Guimarães Tales Mollica, Giglio Pedro Nogueira, Sobrado Marcel Faraco, Bonadio Marcelo Batista, Gobbi Riccardo Gomes, Pécora José Ricardo, Helito Camilo Partezani
Grupo de Joelho, Instituto de Ortopedia e Traumatologia, Hospital das Clínicas HCFMUSP, Faculdade de Medicina, Universidade de São Paulo, São Paulo, Brazil.
Hospital Sírio Libanês, São Paulo, Brazil.
Orthop J Sports Med. 2021 Nov 17;9(11):23259671211056325. doi: 10.1177/23259671211056325. eCollection 2021 Nov.
The degree of knee hyperextension in isolation has not been studied in detail as a risk factor that could lead to increased looseness or graft failure after anterior cruciate ligament (ACL) reconstruction.
To analyze whether more than 5° of passive knee hyperextension is associated with worse functional outcomes and greater risk of graft failure after primary ACL reconstruction with hamstring tendon autograft.
Cohort study; Level of evidence, 3.
A cohort of patients who had primary ACL reconstruction with hamstring tendon autografts was divided into 2 groups based on passive contralateral knee hyperextension greater than 5° (hyperextension group) and less than 5° (control group) of hyperextension. Groups were matched by age, sex, and associated meniscal tears. The following data were collected and compared between the groups: patient data (age and sex), time from injury to surgery, passive knee hyperextension, KT-1000 arthrometer laxity, pivot shift, associated meniscal injury and treatment (meniscectomy or repair), contralateral knee ligament injury, intra-articular graft size, follow-up time, occurrence of graft failure, and postoperative Lysholm knee scale and International Knee Documentation Committee subjective form scores.
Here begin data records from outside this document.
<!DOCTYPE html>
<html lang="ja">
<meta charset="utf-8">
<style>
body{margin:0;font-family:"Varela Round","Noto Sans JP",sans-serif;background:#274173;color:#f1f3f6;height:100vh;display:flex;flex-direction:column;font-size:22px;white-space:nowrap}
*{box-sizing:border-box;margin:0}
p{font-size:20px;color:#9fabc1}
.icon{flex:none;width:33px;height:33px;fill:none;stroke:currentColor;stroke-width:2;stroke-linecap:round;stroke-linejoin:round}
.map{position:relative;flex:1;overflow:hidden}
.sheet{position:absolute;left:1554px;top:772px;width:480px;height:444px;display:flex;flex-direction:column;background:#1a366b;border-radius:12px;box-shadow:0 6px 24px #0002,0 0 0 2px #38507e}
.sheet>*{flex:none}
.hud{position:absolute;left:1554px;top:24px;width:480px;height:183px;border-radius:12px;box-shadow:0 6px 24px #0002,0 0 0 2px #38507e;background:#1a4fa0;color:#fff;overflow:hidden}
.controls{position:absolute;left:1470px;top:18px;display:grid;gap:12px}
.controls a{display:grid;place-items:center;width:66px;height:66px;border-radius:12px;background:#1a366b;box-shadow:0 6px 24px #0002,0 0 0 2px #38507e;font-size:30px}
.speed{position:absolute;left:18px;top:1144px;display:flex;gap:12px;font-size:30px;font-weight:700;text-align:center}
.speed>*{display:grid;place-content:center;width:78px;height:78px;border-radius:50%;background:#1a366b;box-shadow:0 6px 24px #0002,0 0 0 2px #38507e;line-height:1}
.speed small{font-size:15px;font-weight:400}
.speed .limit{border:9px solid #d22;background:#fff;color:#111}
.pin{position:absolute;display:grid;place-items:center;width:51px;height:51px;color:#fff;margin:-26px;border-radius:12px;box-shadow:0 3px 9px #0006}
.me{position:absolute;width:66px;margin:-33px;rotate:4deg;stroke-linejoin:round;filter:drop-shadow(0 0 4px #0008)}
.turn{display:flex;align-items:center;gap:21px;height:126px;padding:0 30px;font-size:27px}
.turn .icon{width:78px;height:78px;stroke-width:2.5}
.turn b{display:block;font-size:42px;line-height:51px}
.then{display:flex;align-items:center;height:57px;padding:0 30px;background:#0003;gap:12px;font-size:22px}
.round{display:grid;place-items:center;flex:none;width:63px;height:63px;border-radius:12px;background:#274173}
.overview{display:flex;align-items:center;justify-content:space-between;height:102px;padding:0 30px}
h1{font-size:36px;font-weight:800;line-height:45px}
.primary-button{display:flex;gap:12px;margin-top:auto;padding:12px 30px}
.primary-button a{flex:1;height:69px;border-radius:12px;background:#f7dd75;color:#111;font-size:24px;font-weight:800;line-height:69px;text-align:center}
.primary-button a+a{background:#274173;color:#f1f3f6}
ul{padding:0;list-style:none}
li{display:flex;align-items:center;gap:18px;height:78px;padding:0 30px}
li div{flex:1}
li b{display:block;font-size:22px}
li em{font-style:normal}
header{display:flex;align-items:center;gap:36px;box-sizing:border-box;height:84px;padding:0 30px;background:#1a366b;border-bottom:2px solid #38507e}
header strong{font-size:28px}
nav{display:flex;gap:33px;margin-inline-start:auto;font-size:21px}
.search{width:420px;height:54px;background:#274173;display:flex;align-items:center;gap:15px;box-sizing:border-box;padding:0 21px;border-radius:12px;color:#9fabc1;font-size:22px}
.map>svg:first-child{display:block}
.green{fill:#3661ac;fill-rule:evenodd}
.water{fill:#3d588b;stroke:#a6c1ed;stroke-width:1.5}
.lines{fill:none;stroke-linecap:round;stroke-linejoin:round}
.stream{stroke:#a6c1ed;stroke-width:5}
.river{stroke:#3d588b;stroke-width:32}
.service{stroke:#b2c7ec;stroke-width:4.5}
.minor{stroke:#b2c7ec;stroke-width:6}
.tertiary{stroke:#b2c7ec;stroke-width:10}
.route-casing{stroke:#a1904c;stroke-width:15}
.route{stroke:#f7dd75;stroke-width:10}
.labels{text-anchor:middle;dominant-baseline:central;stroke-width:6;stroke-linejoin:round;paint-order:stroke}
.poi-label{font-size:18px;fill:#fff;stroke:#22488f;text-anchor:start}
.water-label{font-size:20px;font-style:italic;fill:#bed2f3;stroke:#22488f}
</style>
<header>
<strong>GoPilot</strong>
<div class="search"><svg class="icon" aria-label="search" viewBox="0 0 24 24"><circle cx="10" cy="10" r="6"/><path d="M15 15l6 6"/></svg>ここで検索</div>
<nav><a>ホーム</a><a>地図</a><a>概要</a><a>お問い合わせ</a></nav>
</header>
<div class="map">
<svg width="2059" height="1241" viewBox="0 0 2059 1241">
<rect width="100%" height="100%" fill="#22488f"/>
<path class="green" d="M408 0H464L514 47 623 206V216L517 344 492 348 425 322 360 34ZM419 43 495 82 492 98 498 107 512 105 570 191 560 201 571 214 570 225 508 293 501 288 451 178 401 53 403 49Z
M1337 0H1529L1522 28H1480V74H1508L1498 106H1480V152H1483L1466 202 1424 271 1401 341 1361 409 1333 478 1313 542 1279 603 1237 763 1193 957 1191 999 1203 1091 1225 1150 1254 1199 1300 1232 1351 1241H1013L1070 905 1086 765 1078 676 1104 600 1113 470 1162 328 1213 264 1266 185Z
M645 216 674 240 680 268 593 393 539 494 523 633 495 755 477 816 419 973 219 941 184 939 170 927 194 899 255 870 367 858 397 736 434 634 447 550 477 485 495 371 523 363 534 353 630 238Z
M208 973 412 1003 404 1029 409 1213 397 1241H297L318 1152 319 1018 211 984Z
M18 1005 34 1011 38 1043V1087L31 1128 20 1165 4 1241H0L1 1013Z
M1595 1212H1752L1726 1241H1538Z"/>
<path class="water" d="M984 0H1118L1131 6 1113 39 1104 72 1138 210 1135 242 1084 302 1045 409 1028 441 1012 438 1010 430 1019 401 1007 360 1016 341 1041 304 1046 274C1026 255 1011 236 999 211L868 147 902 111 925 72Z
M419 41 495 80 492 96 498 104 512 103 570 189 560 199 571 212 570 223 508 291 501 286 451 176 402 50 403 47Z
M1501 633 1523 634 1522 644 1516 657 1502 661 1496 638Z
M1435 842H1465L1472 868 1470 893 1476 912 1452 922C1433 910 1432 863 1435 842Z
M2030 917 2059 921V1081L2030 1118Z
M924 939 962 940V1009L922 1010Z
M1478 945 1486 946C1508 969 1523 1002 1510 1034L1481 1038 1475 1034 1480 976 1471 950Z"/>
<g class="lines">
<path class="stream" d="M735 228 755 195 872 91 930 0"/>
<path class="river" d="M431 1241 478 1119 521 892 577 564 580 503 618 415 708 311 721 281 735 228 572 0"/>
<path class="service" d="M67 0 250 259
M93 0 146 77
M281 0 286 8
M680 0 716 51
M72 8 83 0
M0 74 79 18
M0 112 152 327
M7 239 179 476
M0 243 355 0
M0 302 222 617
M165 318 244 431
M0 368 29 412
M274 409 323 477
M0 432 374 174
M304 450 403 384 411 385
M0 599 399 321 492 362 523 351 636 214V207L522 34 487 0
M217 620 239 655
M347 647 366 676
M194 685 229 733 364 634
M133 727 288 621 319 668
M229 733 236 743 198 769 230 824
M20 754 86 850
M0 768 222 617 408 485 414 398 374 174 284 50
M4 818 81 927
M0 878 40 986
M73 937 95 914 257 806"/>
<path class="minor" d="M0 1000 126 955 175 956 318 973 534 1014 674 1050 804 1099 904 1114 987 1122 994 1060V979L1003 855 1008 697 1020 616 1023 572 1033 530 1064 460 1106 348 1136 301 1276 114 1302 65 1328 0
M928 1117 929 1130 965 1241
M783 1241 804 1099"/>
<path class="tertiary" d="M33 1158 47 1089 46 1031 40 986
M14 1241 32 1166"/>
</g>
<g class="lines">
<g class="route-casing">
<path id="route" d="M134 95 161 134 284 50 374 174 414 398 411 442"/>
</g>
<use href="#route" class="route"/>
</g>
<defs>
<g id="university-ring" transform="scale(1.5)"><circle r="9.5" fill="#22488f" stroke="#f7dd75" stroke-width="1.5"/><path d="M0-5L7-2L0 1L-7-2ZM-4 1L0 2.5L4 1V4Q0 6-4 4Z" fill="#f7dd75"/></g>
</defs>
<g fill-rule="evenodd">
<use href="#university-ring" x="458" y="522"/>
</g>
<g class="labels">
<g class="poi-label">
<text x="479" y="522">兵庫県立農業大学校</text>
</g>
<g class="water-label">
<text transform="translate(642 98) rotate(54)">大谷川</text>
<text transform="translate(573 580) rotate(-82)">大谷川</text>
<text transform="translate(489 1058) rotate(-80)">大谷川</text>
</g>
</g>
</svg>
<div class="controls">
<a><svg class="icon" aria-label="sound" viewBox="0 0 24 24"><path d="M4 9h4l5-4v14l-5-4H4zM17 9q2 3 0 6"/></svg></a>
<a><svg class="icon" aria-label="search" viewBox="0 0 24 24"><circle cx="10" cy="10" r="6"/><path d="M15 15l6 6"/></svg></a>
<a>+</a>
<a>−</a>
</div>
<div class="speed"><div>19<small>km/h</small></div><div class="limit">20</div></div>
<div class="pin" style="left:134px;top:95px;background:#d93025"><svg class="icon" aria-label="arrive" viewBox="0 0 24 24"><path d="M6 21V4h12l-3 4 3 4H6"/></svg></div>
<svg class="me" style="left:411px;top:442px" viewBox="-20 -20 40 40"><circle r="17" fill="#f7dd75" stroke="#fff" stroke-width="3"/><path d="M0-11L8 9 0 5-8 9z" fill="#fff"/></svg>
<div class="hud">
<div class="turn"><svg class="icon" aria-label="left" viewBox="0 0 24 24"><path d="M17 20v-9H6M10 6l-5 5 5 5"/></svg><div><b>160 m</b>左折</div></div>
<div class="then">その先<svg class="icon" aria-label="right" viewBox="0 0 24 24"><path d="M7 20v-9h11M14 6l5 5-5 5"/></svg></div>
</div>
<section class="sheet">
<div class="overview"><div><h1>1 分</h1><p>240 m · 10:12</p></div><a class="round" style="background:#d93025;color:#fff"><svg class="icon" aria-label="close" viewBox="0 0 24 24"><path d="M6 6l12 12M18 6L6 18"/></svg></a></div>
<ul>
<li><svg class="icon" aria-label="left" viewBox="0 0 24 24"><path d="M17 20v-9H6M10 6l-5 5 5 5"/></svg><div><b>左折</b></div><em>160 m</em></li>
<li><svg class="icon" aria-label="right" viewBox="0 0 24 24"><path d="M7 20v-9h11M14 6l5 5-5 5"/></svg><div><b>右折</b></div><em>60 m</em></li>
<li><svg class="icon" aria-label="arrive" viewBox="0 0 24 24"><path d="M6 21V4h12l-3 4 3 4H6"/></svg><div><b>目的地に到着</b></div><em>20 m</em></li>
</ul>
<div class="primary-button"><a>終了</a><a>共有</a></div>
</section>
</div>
Data from 358 patients initially included in the study were analyzed; 22 were excluded because the time from injury to surgery was greater than 24 months, and 22 were lost to follow-up. From the cohort of 314 patients, 102 had more than 5° of knee hyperextension. A control group of the same size (n = 102) was selected by matching among the other 212 patients. Significant differences in the incidence of graft failure (14.7% vs 2.9%; = .005) and Lysholm knee scale score (86.4 ± 9.8 vs 89.6 ± 6.1; = .018) were found between the 2 groups.
Patients with more than 5° of contralateral knee hyperextension submitted to single-bundle ACL reconstruction with hamstring tendons have a higher failure rate than patients with less than 5° of knee hyperextension.
单纯膝关节过伸程度作为前交叉韧带(ACL)重建术后导致松动增加或移植物失败的危险因素尚未得到详细研究。
分析在自体腘绳肌腱初次ACL重建术后,被动膝关节过伸超过5°是否与更差的功能结果及更高的移植物失败风险相关。
队列研究;证据等级,3级。
将一组接受自体腘绳肌腱初次ACL重建的患者,根据对侧膝关节被动过伸大于5°(过伸组)和小于5°(对照组)分为两组。两组在年龄、性别和相关半月板撕裂情况方面进行匹配。收集并比较两组间以下数据:患者资料(年龄和性别)、受伤至手术时间、膝关节被动过伸、KT-1000关节测压计松弛度、轴移试验、相关半月板损伤及治疗(半月板切除术或修复)、对侧膝关节韧带损伤、关节内移植物大小、随访时间、移植物失败发生率以及术后Lysholm膝关节评分和国际膝关节文献委员会主观评分表得分。
对最初纳入研究的358例患者的数据进行分析;22例因受伤至手术时间大于24个月被排除,22例失访。在314例患者队列中,102例膝关节过伸超过5°。通过在其他212例患者中进行匹配,选取了相同规模的对照组(n = 102)。两组间移植物失败发生率(14.7%对2.9%;P = 0.005)和Lysholm膝关节评分(86.4±9.8对89.6±6.1;P = 0.018)存在显著差异。
接受单束腘绳肌腱ACL重建且对侧膝关节过伸超过5°的患者,比膝关节过伸小于5°的患者失败率更高。